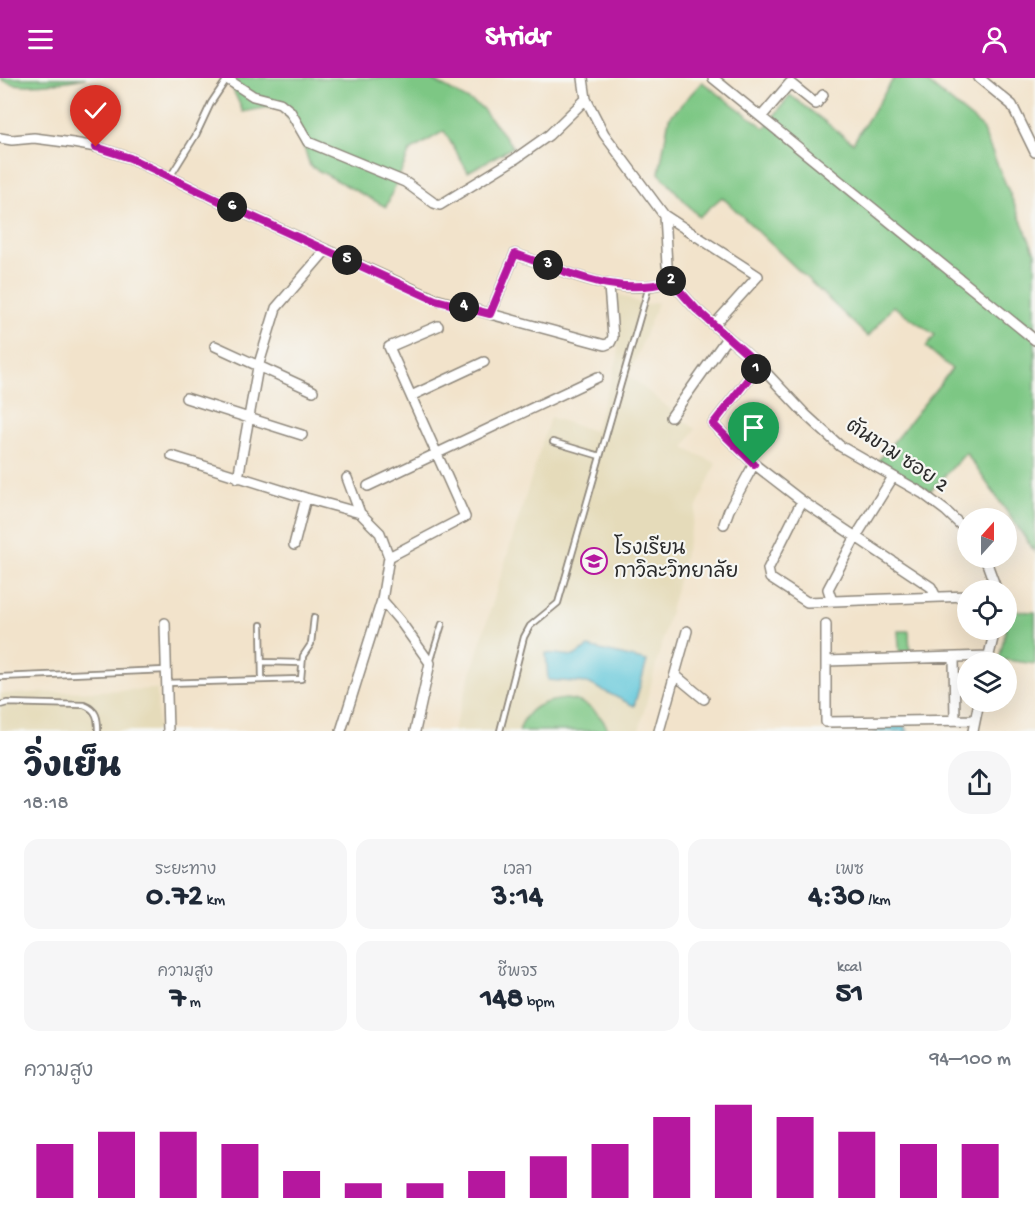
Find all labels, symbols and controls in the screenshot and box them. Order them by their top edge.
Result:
icon: menu [24,23,57,56]
text: Stridr [485,23,550,55]
icon: person [978,23,1011,56]
pin [70,85,121,147]
icon: check [79,94,112,127]
pin: 6 [217,192,247,222]
text: 6 [228,197,236,216]
pin: 5 [332,245,362,275]
text: 5 [343,250,351,269]
pin: 3 [533,250,563,280]
text: 3 [544,255,552,274]
pin: 2 [656,266,686,296]
text: 2 [667,271,675,290]
pin: 4 [449,292,479,322]
text: 4 [460,297,468,316]
pin: 1 [741,354,771,384]
text: 1 [753,359,759,378]
pin [728,402,779,464]
icon: arrive [737,411,770,444]
street label: ตันขาม ซอย 2 [841,413,953,499]
north arrow [957,508,1017,568]
map controls [957,508,1017,712]
place label: โรงเรียน กาวิละวิทยาลัย [614,534,738,585]
school or university icon: โรงเรียน กาวิละวิทยาลัย [579,546,609,576]
button: locate [957,580,1017,640]
button: layers [957,652,1017,712]
text: วิ่งเย็น [24,751,121,789]
button: share [948,751,1011,814]
text: 18:18 [24,793,68,816]
text: ระยะทาง [155,862,216,881]
text: เวลา [503,862,532,881]
text: เพซ [835,862,864,881]
text: 0.72 [146,881,203,916]
text: 3:14 [492,881,543,916]
text: 4:30 [808,881,865,916]
text: km [203,892,225,911]
text: /km [865,892,891,911]
text: kcal [837,959,862,978]
text: ความสูง [158,964,213,983]
text: ชีพจร [497,964,538,983]
text: 51 [836,978,863,1013]
text: 7 [170,983,186,1018]
text: 148 [480,983,523,1018]
text: m [186,994,201,1013]
text: bpm [523,994,555,1013]
text: 94–100 m [930,1049,1011,1072]
text: ความสูง [24,1061,93,1084]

- _Problem requirements_
Only the pictures stay out; everything else in the listing above must be repeated exactly.

- _Result for this exercise_
Find all labels, symbols and controls in the screenshot and box them. Order them by their top edge.
Result:
icon: menu [24,23,57,56]
text: Stridr [485,23,550,55]
icon: person [978,23,1011,56]
pin [70,85,121,147]
icon: check [79,94,112,127]
pin: 6 [217,192,247,222]
text: 6 [228,197,236,216]
pin: 5 [332,245,362,275]
text: 5 [343,250,351,269]
pin: 3 [533,250,563,280]
text: 3 [544,255,552,274]
pin: 2 [656,266,686,296]
text: 2 [667,271,675,290]
pin: 4 [449,292,479,322]
text: 4 [460,297,468,316]
pin: 1 [741,354,771,384]
text: 1 [753,359,759,378]
pin [728,402,779,464]
icon: arrive [737,411,770,444]
street label: ตันขาม ซอย 2 [841,413,953,499]
north arrow [957,508,1017,568]
map controls [957,508,1017,712]
place label: โรงเรียน กาวิละวิทยาลัย [614,534,738,585]
school or university icon: โรงเรียน กาวิละวิทยาลัย [579,546,609,576]
button: locate [957,580,1017,640]
button: layers [957,652,1017,712]
text: วิ่งเย็น [24,751,121,789]
button: share [948,751,1011,814]
text: 18:18 [24,793,68,816]
text: ระยะทาง [155,862,216,881]
text: เวลา [503,862,532,881]
text: เพซ [835,862,864,881]
text: 0.72 [146,881,203,916]
text: 3:14 [492,881,543,916]
text: 4:30 [808,881,865,916]
text: km [203,892,225,911]
text: /km [865,892,891,911]
text: kcal [837,959,862,978]
text: ความสูง [158,964,213,983]
text: ชีพจร [497,964,538,983]
text: 51 [836,978,863,1013]
text: 7 [170,983,186,1018]
text: 148 [480,983,523,1018]
text: m [186,994,201,1013]
text: bpm [523,994,555,1013]
text: 94–100 m [930,1049,1011,1072]
text: ความสูง [24,1061,93,1084]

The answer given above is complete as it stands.